Material supplied Block Start

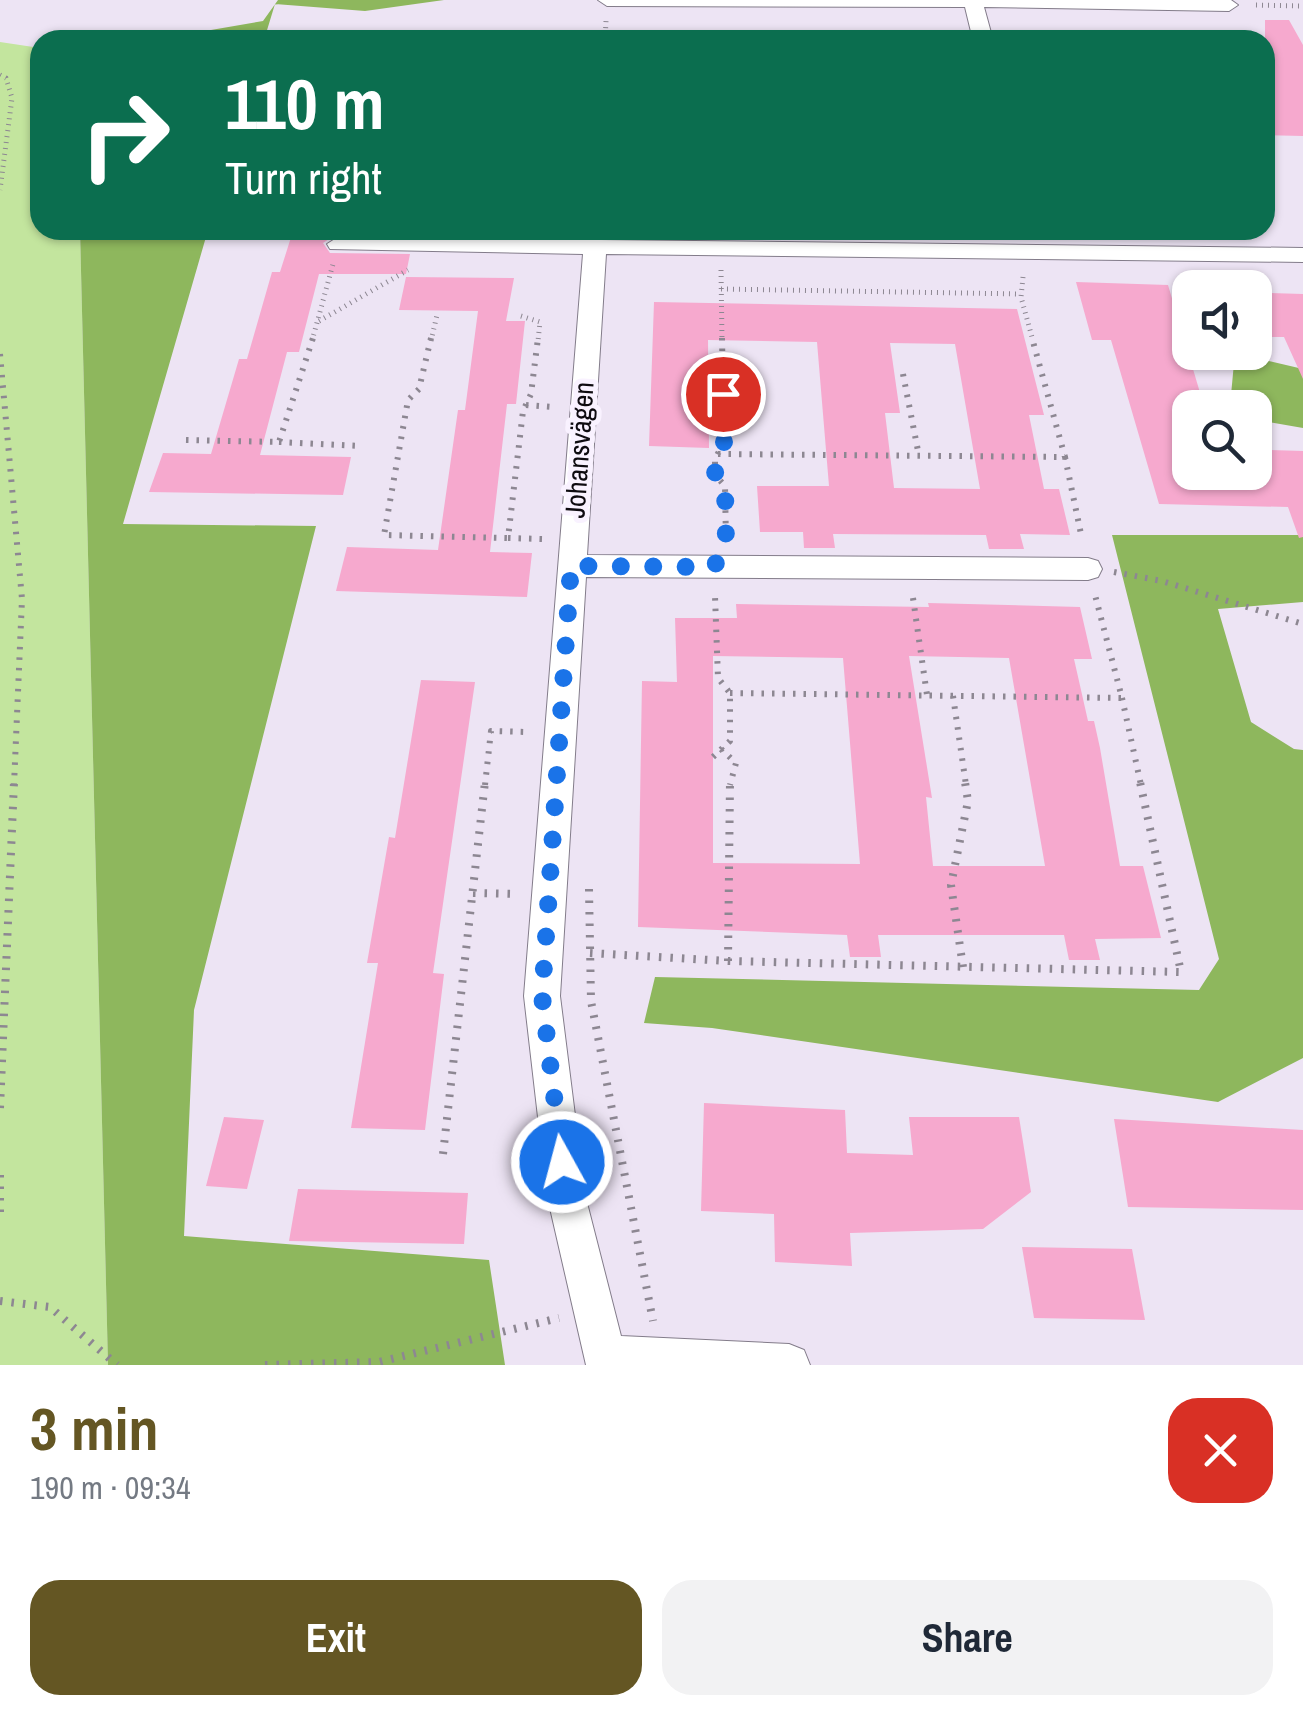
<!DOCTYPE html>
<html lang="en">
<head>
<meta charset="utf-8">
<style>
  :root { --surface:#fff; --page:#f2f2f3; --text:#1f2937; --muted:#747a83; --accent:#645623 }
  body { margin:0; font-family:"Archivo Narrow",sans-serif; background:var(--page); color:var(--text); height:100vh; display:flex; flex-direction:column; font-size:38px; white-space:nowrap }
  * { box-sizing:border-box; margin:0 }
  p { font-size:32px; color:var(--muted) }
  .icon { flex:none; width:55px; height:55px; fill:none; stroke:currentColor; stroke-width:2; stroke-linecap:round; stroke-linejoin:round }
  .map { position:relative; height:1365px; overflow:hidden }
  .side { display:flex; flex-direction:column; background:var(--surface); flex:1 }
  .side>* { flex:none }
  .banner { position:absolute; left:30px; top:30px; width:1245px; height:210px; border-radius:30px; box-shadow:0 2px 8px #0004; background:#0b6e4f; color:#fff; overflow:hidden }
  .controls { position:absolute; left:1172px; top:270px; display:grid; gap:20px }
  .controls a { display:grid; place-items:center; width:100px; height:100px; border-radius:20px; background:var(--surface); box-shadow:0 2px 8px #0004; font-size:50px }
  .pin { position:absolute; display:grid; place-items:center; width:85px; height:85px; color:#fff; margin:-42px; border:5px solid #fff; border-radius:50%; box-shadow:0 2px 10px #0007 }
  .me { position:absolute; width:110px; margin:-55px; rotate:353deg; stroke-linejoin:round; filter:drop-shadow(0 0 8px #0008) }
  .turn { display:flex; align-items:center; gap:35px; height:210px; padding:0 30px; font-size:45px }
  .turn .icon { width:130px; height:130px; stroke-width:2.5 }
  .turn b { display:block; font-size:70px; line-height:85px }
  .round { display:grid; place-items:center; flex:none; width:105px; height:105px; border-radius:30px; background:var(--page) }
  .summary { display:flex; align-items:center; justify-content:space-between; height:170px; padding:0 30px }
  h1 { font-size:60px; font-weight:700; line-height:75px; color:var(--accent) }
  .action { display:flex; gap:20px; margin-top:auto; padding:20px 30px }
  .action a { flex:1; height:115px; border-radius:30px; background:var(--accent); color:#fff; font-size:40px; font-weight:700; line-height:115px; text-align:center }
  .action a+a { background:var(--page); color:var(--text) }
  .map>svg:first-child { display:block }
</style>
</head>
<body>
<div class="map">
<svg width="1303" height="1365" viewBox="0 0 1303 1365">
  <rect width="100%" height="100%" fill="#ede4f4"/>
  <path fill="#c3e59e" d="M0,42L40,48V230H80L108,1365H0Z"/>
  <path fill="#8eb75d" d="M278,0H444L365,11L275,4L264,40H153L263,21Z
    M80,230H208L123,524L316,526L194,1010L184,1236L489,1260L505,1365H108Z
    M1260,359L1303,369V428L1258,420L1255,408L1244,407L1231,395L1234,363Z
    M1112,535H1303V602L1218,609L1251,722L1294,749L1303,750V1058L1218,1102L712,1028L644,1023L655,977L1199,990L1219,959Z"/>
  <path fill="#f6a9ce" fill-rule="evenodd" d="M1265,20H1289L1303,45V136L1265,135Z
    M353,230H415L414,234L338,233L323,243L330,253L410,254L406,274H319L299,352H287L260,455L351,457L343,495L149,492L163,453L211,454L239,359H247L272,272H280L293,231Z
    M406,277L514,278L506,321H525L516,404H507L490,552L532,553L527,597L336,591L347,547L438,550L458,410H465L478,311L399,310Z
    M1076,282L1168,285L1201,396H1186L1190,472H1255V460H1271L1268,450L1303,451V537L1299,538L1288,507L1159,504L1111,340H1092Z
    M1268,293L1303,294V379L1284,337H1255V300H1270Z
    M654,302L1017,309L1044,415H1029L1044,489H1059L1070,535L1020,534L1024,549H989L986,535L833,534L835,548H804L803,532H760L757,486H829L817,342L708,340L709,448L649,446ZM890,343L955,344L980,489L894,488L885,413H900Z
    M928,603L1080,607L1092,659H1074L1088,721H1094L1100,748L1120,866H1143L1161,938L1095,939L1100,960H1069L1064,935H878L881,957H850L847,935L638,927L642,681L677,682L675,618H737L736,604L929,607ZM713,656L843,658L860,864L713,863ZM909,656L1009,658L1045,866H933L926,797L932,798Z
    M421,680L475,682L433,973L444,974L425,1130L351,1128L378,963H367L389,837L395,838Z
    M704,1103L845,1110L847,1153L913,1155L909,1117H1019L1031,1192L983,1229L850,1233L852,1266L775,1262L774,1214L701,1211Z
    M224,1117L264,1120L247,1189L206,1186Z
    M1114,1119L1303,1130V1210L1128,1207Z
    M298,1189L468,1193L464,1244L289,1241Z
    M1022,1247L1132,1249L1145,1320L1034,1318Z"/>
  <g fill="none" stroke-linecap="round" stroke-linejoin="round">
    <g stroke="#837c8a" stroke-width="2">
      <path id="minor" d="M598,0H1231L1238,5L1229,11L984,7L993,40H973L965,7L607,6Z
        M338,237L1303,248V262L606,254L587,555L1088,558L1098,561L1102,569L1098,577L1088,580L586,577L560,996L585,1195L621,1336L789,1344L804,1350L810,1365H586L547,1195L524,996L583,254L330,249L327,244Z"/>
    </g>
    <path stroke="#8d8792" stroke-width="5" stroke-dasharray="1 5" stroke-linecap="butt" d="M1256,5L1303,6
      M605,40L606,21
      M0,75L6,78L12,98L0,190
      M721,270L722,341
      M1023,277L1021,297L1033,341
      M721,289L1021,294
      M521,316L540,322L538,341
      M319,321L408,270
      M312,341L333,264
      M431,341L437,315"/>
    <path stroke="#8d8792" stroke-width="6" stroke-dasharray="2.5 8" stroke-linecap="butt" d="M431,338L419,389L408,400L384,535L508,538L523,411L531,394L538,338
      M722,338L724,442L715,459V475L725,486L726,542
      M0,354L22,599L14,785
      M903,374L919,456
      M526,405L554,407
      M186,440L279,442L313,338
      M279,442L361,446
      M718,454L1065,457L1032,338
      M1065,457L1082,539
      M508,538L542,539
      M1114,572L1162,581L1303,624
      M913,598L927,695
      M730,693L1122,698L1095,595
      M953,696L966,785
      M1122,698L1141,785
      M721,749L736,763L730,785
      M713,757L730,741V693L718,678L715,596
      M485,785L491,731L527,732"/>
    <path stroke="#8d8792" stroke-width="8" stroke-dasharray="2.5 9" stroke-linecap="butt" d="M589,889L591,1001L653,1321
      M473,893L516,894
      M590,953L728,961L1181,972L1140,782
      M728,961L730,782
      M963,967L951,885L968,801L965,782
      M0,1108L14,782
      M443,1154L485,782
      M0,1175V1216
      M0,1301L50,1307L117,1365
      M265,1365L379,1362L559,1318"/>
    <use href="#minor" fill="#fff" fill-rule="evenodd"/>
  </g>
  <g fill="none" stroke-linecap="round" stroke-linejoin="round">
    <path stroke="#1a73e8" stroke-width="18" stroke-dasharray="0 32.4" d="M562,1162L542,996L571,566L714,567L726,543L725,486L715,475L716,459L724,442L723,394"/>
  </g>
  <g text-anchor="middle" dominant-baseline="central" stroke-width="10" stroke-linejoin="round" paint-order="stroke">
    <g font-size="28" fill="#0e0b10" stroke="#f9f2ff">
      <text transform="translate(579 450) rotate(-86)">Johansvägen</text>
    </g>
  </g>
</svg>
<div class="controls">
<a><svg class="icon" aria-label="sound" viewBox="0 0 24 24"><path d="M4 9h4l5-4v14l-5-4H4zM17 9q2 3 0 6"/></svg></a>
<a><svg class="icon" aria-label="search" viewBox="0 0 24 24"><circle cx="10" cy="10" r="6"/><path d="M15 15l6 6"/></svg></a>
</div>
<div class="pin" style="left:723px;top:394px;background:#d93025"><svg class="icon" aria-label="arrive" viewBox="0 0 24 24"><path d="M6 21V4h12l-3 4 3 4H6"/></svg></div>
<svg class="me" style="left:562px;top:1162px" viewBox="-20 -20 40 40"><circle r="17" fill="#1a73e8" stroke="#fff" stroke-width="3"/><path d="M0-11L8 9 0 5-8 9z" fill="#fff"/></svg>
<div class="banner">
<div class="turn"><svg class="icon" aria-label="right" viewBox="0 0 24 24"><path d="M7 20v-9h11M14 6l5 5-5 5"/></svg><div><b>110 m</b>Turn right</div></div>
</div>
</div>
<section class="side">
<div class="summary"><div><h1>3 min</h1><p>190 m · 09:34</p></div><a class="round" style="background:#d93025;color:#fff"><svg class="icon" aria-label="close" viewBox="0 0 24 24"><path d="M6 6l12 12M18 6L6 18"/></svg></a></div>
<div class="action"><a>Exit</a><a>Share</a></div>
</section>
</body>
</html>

Material supplied Block End

§ The task
Reproduce every line from the entries that holds the word "position".

§ Answer area
  .map { position:relative; height:1365px; overflow:hidden }
  .banner { position:absolute; left:30px; top:30px; width:1245px; height:210px; border-radius:30px; box-shadow:0 2px 8px #0004; background:#0b6e4f; color:#fff; overflow:hidden }
  .controls { position:absolute; left:1172px; top:270px; display:grid; gap:20px }
  .pin { position:absolute; display:grid; place-items:center; width:85px; height:85px; color:#fff; margin:-42px; border:5px solid #fff; border-radius:50%; box-shadow:0 2px 10px #0007 }
  .me { position:absolute; width:110px; margin:-55px; rotate:353deg; stroke-linejoin:round; filter:drop-shadow(0 0 8px #0008) }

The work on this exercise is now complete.